Saturday, November 12, 2011

Ask an Expert Responses: Ken Massey

Thanks to everyone who submitted a question to BCS stats guru Ken Massey. Ken actually went above and beyond the call of duty and answered pretty much all the questions that people submitted. A big, big thanks to Ken to fielding all these questions.

Q: "What is the most unintuitive thing you've learned by studying college football statistics?"
- Anonymous

A: I am always amazed at how thin the line is between a winner and a loser. The better team loses 30% of the time, and the media never seem to realize that head-to-head may not always give you an accurate indicator of which team is really better. It takes an entire season of results to get any sort of accurate assessment.

Q: "Several years ago Bill James wrote an article urging statisticians to avoid participating in the BCS because he felt the rules surrounding what the computers could and couldn't do was fundamentally flawed. Apparently you disagree. Why?"
- Anonymous

A: I take it as a challenge to create a model that gives reasonable results using censored data. Bill James is a very good "hacker" statistician, but I don't think that gives him the right to be critical of others that take a more abstract approach.

Q: "We do this as a hobby, but you do it for the BCS. How much time do you spend working on your algorithm in a given week? Do changes require external approval?"
- Eddie P.

A: The algorithm itself doesn't change much. I did have to modify it to remove all margin of victory from the BCS version several years ago. I spend more time maintaining the ranking comparison. Yes, if I were to change my BCS compliant model, I would have to get approval from the BCS.

Q:"How often do you tweak the inner workings of your system? What situations/scenarios in the past have caused you to take another look at how your rankings work?"
- TempoFreeGridiron

A: I have always started with the mathematical model, and have not been tempted to tweak because of results that I don't personally agree with. Sometimes I don't like how the rankings turn out, but I trust the mathematics. I have tinkered with adding more data to the system (scoring, statistics, etc), but the BCS version doesn't allow any of that.

Q: "Last year there was an issue when the Colley rankings used an incomplete data set for the pre-bowl rankings. It was found and fixed, but how did this happen? Doesn't the BCS give you all the data or spring for a STATS, Inc. subscription?"
- Anonymous

A: No, the BCS does not provide the data. Each of us collects the scores independently. In previous seasons, we informally compared results, and so the Colley mistake was caught, but not until after the official release. Starting this year, we have a protocol to compare checksums of the data before the BCS standings are released.

Q: "Understanding that your formula is proprietary, what factors are considered by your rankings? What factors are not considered?"
- ral315

A: BCS version - who you played, whether you won or lost, and where the game was played. Your results vs teams of your own caliber are most important. So a good team is primarily judged on how it does against other good teams.

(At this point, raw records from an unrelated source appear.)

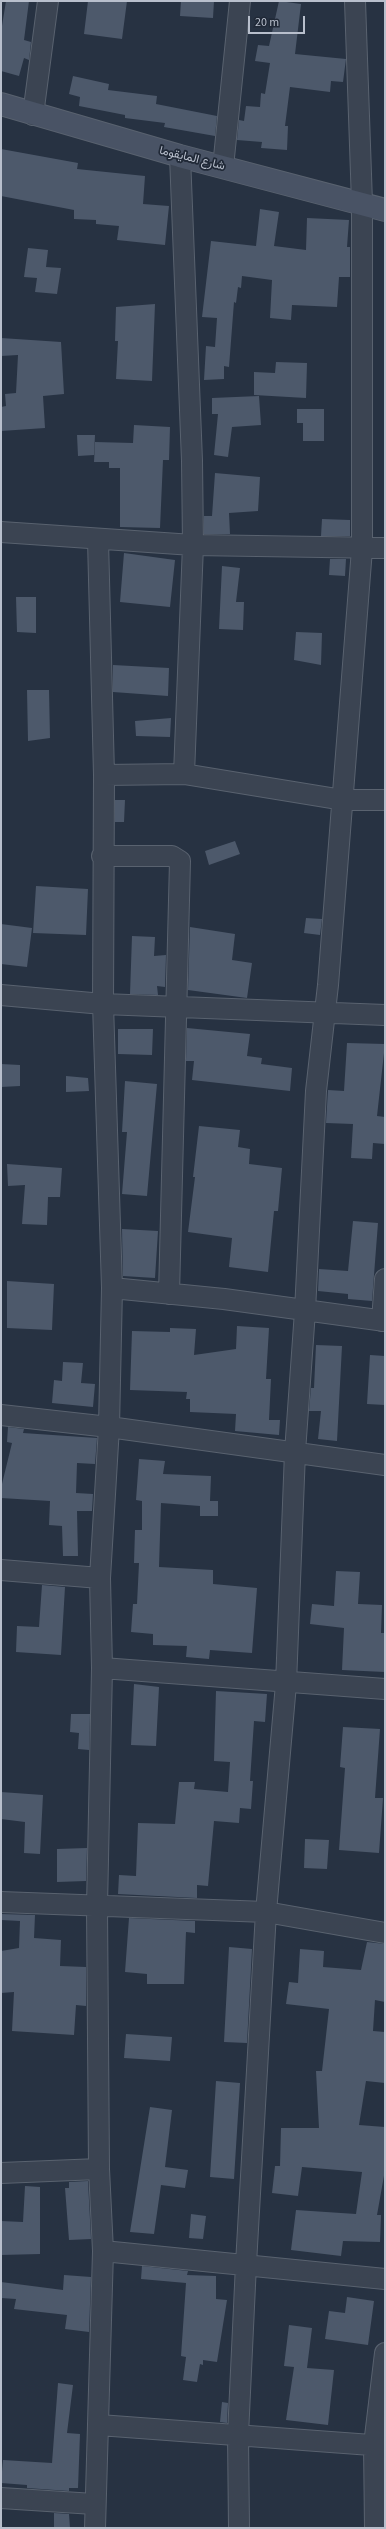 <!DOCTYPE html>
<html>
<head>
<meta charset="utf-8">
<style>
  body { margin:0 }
  #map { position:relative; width:386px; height:2529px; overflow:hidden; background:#273242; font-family:"Source Sans 3",sans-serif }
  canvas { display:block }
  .frame { position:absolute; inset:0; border:2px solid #b8bfcc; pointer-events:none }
  .scale { position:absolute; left:248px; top:16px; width:57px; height:18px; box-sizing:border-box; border:2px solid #b8bfcc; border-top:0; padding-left:5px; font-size:12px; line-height:14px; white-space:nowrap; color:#b8bfcc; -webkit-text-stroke:3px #202937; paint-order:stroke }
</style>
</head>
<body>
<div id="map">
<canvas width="386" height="2529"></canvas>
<div class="frame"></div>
<div class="scale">20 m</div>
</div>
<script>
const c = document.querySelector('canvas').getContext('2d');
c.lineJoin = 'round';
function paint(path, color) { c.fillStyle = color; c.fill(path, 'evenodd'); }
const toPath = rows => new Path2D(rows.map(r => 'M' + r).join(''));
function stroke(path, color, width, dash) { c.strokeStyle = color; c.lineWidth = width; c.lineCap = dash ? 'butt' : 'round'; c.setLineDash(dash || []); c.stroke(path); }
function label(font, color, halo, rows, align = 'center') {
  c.font = font + ' "Source Sans 3",Vazirmatn,sans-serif'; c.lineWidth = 3.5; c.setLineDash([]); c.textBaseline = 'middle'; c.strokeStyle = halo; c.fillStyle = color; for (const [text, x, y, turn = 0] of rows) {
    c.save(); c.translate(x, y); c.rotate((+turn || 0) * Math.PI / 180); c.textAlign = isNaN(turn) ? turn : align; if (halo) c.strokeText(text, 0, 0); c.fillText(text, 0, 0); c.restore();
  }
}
const building = toPath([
  [6,1,29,1,24,40,31,42,29,60,24,58,19,76,1,71,1,32],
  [88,1,127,1,122,39,84,34],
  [181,1,214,1,213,18,180,16],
  [279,1,301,4,295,54,346,59,343,82,331,81,330,92,290,87,285,126,288,126,287,150,261,148,262,142,237,140,239,120,244,121,246,106,260,107,261,93,265,94,270,63,255,61,258,45,269,46],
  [73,76,109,84,108,90,157,96,156,104,217,116,215,136,164,127,165,123,125,118,125,115,79,106,80,97,69,94],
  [1,149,78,163,77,169,145,176,143,204,169,206,165,245,117,240,119,226,96,224,96,220,74,219,74,210,1,196],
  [260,209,279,212,274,246,306,250,307,218,349,220,347,247,350,247,350,277,339,277,337,307,292,305,291,320,270,318,272,280,242,276,241,288,238,287,236,303,234,302,229,367,224,366,224,379,204,380,206,346,215,347,217,318,202,317,211,241,256,246],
  [28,248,48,250,46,267,61,268,57,294,35,292,37,278,24,277],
  [155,304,152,381,116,379,118,341,115,341,116,307],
  [1,338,61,342,64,394,43,396,45,428,1,431,1,407,6,406,5,394,16,393,18,355,1,356],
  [276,362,307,363,306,398,254,395,254,372,275,373],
  [259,396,261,425,232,427,228,457,214,455,218,414,212,414,212,398],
  [297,409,324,409,324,441,303,441,303,423,297,423],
  [134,425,170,427,169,460,163,460,160,528,120,527,120,468,109,468,109,462,94,462,95,442,133,443],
  [77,435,95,435,94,455,78,456],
  [215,473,260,477,258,511,229,513,230,534,204,534,204,516,212,516],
  [322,519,350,520,350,536,321,536],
  [124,553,175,560,170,607,120,602],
  [330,559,346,559,345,576,329,575],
  [222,566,240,568,236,602,244,602,243,630,219,629],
  [16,597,36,597,36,633,17,632],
  [296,632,322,633,321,665,294,660],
  [113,665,169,668,168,696,113,692],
  [27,690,49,690,50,738,28,741],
  [171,718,170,737,136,736,135,721],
  [115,800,125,800,124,822,115,822],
  [235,841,240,854,209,865,205,851],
  [36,886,88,889,86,935,33,933],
  [306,918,322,919,320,935,304,933],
  [1,924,32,928,27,967,1,964],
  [190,927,235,934,232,960,252,963,247,998,188,990],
  [132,936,155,937,154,956,166,955,165,987,157,986,158,995,130,994],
  [187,1028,250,1034,247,1056,262,1058,261,1064,292,1068,290,1091,192,1080,194,1061,186,1061],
  [118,1029,153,1029,152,1055,118,1054],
  [347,1043,385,1044,377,1116,385,1117,385,1144,373,1143,372,1159,351,1158,353,1124,326,1123,328,1090,344,1091],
  [1,1064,20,1065,20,1086,1,1087],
  [66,1076,88,1078,89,1091,66,1092],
  [125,1081,157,1084,147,1196,122,1194,127,1132,122,1132],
  [199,1126,240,1130,238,1147,250,1149,249,1164,282,1168,278,1211,274,1211,268,1272,229,1267,232,1238,188,1232,195,1177,193,1177],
  [7,1164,62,1168,60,1197,48,1197,47,1225,22,1224,25,1185,8,1186],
  [353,1221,378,1223,372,1301,348,1299,348,1294,318,1291,319,1269,348,1271],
  [122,1229,158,1231,155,1278,123,1276],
  [7,1281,54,1284,52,1330,7,1328],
  [237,1326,269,1328,266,1379,271,1379,269,1420,280,1420,279,1435,235,1431,236,1414,190,1412,190,1399,186,1399,187,1392,130,1390,132,1331,170,1332,170,1328,196,1329,194,1355,236,1349],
  [316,1345,342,1346,337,1441,318,1439,321,1411,309,1411,311,1388,314,1388],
  [370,1355,385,1356,385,1405,367,1404],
  [63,1362,83,1363,81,1383,95,1384,93,1407,52,1403,54,1380,62,1381],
  [8,1427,24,1429,23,1433,97,1438,95,1464,77,1463,76,1493,93,1494,92,1511,77,1511,78,1556,63,1556,62,1526,49,1525,50,1501,1,1498,1,1488,12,1443,7,1442],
  [139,1459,165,1461,163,1474,211,1476,210,1501,218,1501,218,1516,200,1516,200,1506,161,1503,159,1567,213,1570,213,1584,257,1588,252,1653,210,1650,209,1659,186,1657,187,1646,153,1645,153,1634,131,1632,133,1604,137,1604,139,1563,134,1563,135,1530,142,1530,142,1501,136,1500],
  [336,1571,360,1572,358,1604,382,1605,381,1633,385,1633,385,1672,342,1670,344,1628,310,1624,312,1604,334,1606],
  [42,1585,65,1587,61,1655,16,1652,17,1626,39,1627],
  [134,1684,159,1687,156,1746,131,1745],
  [216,1691,267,1694,265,1722,254,1721,250,1781,253,1781,251,1809,240,1808,239,1823,214,1821,208,1886,197,1885,197,1898,118,1894,119,1875,136,1876,138,1823,175,1824,179,1782,195,1782,194,1789,228,1792,230,1762,214,1761],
  [71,1714,90,1714,89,1750,78,1749,79,1733,70,1732],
  [343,1727,380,1729,375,1798,383,1798,379,1853,339,1850,345,1768,340,1767],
  [1,1792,43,1795,40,1854,24,1853,25,1822,1,1819],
  [305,1839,329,1840,327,1869,304,1868],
  [87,1848,86,1881,57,1882,57,1849],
  [1,1914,35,1915,34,1938,61,1940,60,1966,86,1967,86,2006,76,2005,74,2035,12,2031,14,1992,1,1993,1,1951,19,1948,20,1921,1,1920],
  [129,1918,195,1921,195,1933,186,1932,184,1984,147,1984,147,1974,125,1972],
  [367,1942,385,1944,385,2002,375,2000,373,2031,385,2032,385,2083,366,2081,359,2125,385,2127,385,2170,377,2215,381,2215,380,2242,343,2241,341,2256,291,2250,296,2210,356,2214,362,2172,302,2167,298,2196,272,2193,275,2166,280,2166,281,2128,319,2128,316,2071,322,2071,329,2009,286,2004,289,1982,298,1983,300,1949,324,1951,323,1967,361,1970],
  [229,1947,252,1949,247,2043,224,2042],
  [126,2034,172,2037,170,2061,124,2058],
  [216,2081,240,2083,234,2179,210,2177],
  [150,2107,172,2110,165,2167,188,2170,185,2188,161,2185,154,2234,130,2232],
  [88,2181,91,2239,69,2240,65,2188,69,2188,69,2182],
  [25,2186,40,2187,40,2254,1,2255,1,2221,23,2222],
  [191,2214,206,2216,203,2239,189,2238],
  [142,2266,188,2271,187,2275,216,2276,216,2299,227,2300,217,2362,203,2360,203,2365,200,2364,197,2382,183,2380,186,2357,181,2356,186,2283,141,2279],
  [64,2275,91,2277,89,2332,65,2329,67,2315,14,2309,16,2299,1,2298,1,2282,63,2290],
  [347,2297,374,2301,368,2345,325,2339,329,2311,345,2313],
  [289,2325,312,2328,307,2368,334,2370,328,2425,286,2420,294,2367,284,2366],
  [58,2383,73,2385,67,2433,80,2434,78,2488,69,2488,69,2491,27,2488,27,2485,1,2483,3,2460,52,2463],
  [222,2402,228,2403,227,2423,220,2422],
  [54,2513,69,2514,70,2528,54,2528]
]);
const street = toPath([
  [33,115,48,1],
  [180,156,192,461,193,545,184,774],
  [223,167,240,1],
  [1,532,193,545,385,548],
  [104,775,184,774,343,800,385,800],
  [102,856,172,856,180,861,169,1294],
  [1,995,103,1004,385,1015],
  [112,1288,224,1299,385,1321],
  [382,1321,385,1279],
  [1,1415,109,1427,385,1465],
  [1,1570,100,1578],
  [102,1668,385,1689],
  [1,1902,266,1912,385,1933],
  [1,2173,99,2169],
  [103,2251,385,2279],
  [99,2425,385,2446],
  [1,2498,94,2504],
  [95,2528,103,2251,99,2169,97,1907,102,1668,100,1578,109,1427,112,1288,103,1004,104,775,98,540],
  [239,2528,238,2435,246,2264,266,1912,286,1684,295,1452,305,1311,316,1091,328,985,362,549,362,203,355,1],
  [375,2528,374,2445,385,2353]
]);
const secondary = toPath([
  [1,104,180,156,385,210]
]);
const streetNames = [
  ["شارع المايقوما",192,159,14]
];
paint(building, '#4d596b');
stroke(street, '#59626f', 22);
stroke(secondary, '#59626f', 24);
stroke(street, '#3b4452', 20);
stroke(secondary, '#495365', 22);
label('12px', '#b8bfcc', '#202937', streetNames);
</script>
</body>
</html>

Q: "How did you get the BCS gig, anyway? That's a huge accomplishment for a 26 year old statistician."
- Eddie P.

A: I did an undergraduate math project on rating models. After that, I created a web page to continue the project as a hobby. Roy Kramer, commissioner of the SEC, found my site as his group did research on the computer component of the BCS formula. He just called me out of the blue.

Q: "Even though margin of victory is not technically used or allowed in BCS rankings, isnt GOF [Ed. note: Game Outcome Function] affected to some degree by the margin of victory ?"
- mika

A: [Y]es, in my main ratings margin of victory goes into it, but for the BCS I cannot use margin of victory.

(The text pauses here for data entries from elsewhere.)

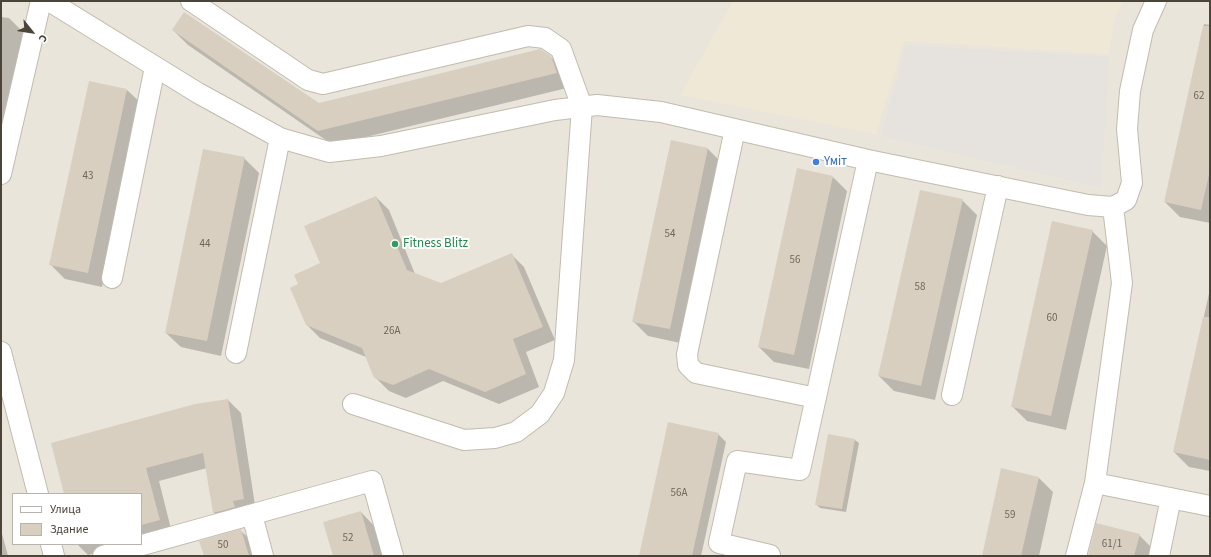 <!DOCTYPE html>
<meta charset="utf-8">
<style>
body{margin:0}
#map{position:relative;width:1211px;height:557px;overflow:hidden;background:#f6f3ec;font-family:"Source Sans 3",sans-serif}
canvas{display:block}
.frame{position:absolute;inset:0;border:2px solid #4b4439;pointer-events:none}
.legend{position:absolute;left:12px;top:493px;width:130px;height:52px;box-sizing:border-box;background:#fff;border:1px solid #b7b4b0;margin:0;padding:5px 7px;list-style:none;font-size:12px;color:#4b4439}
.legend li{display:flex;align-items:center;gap:8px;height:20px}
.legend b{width:20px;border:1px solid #b7b4b0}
.north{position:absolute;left:12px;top:12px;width:40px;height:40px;-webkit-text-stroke:3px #fff;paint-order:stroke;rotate:120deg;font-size:11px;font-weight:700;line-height:16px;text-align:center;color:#4b4439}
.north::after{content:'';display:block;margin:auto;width:14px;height:18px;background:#4b4439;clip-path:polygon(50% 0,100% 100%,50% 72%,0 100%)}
</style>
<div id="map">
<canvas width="1211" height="557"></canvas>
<div class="frame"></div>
<ul class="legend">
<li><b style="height:5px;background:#fff"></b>Улица</li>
<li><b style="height:11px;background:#d8cfc1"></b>Здание</li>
</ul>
<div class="north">С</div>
</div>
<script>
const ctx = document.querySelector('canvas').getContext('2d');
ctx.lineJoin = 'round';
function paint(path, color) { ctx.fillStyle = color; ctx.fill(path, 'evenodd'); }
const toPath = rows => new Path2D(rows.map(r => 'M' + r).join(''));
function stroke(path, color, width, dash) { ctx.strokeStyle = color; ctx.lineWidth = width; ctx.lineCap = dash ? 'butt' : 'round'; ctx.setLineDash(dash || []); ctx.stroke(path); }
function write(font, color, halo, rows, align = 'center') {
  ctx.font = font + ' "Source Sans 3",sans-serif'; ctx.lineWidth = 4; ctx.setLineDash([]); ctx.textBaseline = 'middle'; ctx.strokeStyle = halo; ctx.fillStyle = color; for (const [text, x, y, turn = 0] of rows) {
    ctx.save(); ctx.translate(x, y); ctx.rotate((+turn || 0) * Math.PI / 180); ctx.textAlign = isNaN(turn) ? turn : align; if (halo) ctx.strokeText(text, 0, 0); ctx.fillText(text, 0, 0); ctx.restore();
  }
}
paint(toPath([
 [1,1,1210,1,1210,556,1,556],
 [13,494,141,494,141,544,13,544]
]), '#eae5da');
paint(toPath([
 [906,45,1109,57,1101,188,881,136]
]), '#e6e2dd');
paint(toPath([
 [733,1,1123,1,1114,21,1109,54,904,41,876,134,680,95]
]), '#efe8d6');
paint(toPath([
 [1,17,9,18,24,33,1,137],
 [1204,24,1210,25,1210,223,1180,217,1165,202],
 [173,30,319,104,551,57,566,72,571,87,333,145,188,45],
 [127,90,142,104,102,287,65,279,50,264],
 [671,142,708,149,723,164,685,344,648,336,633,321],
 [244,158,259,173,221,356,181,347,166,333],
 [833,177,847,191,809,369,774,362,759,347],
 [376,197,389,210,415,274,441,284,511,254,524,267,555,340,526,352,539,387,499,404,443,381,406,398,389,391,375,377,366,357,320,338,307,325,299,285,321,264],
 [962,200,977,215,935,400,894,391,879,376],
 [1092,231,1107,246,1066,430,1027,421,1012,406],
 [1210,289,1210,471,1189,467,1174,452],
 [228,400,241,413,256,512,227,526,214,513,207,468,159,481,172,533,141,541,141,494,65,494],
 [718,434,726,442,701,556,640,556],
 [855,440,859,443,846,512,820,508,816,504],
 [1039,478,1053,492,1039,556,983,556],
 [361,512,375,527,384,556,334,556],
 [1,530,8,556,1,556],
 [241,531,256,545,259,556,205,556],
 [1139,535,1158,554,1158,556,1089,556],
 [77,544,129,544,88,555]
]), '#0003');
paint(toPath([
 [184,12,319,103,540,49,551,56,557,73,318,131,172,30],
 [1203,26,1210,26,1210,170,1201,210,1164,202],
 [89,81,127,89,88,273,49,265],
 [671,140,708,148,670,329,632,322],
 [203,149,245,157,207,341,165,333],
 [797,168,833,176,794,355,758,347],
 [920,190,963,199,921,386,878,376],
 [376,196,407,270,441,283,512,253,543,327,513,339,526,374,485,392,429,369,393,385,374,378,362,348,306,325,290,288,298,284,294,275,320,263,304,226],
 [1052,221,1093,230,1051,416,1011,407],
 [1203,317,1210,317,1210,460,1173,452],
 [228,399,244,499,233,501,235,507,213,513,203,453,146,468,160,520,141,525,141,494,64,494,51,443,195,404],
 [668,422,719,433,692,556,639,556],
 [828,434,855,439,842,509,815,505],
 [1001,468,1039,477,1021,556,982,556],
 [361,511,374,556,333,556,323,522],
 [1096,523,1140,534,1134,556,1088,556],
 [241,529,249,556,204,556,199,541]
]), '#d8cfc1');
const minor = toPath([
 [49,1,198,93,280,138,329,152,381,146,555,110,597,105,661,112,868,160,1088,205,1113,207,1126,200,1132,183,1127,129,1130,91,1143,30,1156,1],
 [191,1,308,80,323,84,528,36,545,38,561,49,582,107,564,360,554,393,540,414,516,432,495,438,464,440,353,404],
 [735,129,687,354,688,365,696,373,816,398],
 [1,174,41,1],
 [112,278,155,67],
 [1,352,38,494],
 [236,353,280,138],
 [952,395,998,186],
 [1095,483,1210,506],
 [252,515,263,556],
 [51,544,54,556],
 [770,555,719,543,737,461,800,470,868,160],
 [103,556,372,481,393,556],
 [1076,556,1095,483,1122,283,1113,207],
 [1159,556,1171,498]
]);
stroke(minor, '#c2bbae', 22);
stroke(minor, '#fff', 20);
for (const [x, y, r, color] of [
 [816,162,4,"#3f7fe0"],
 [395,244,4,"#2e9e5b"]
]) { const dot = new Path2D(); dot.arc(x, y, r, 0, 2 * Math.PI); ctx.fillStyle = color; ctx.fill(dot); stroke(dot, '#fff', 1.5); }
write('11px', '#6e675b', null, [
 ["62",1199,97],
 ["43",88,177],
 ["54",670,235],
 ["44",205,245],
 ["56",795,261],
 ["58",920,288],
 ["60",1052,319],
 ["26А",392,332],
 ["56А",679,494],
 ["59",1010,516],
 ["52",348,539],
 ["61/1",1112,545],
 ["50",223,546]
]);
write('13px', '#366cbe', '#fff', [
 ["Үміт",824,162]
], 'left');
write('13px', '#27864d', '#fff', [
 ["Fitness Blitz",403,244]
], 'left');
</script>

Q1: "What are the reasons for dropping Wisconsin 9 spots after losing to a ranked MSU team, in East Lansing, on a last second Hail Mary pass, and then only dropping Oklahoma 6 spots, after losing at home, to an unranked Texas Tech team on the same day?"
- pico

Q2: "So Wisconsin, statistically overall a better team than Oklahoma, loses to a ranked Michigan State and falls more spots than a Oklahoma losing to an unranked Texas Tech, how can that be said to make any sense?"
- WhyteRaven74

A: Another Wisconsin loss answers this question.

Q: "Why do you hate college football? And why isn't a playoff good enough for Division 1-Fbs football when it's good enough for every other football league in the United States?"

A: College football may be the only league where the regular season really matters. I'd hate to ruin that with a large playoff. We currently have a 2 team playoff. I'd support a 4 team playoff; 8 at the very most.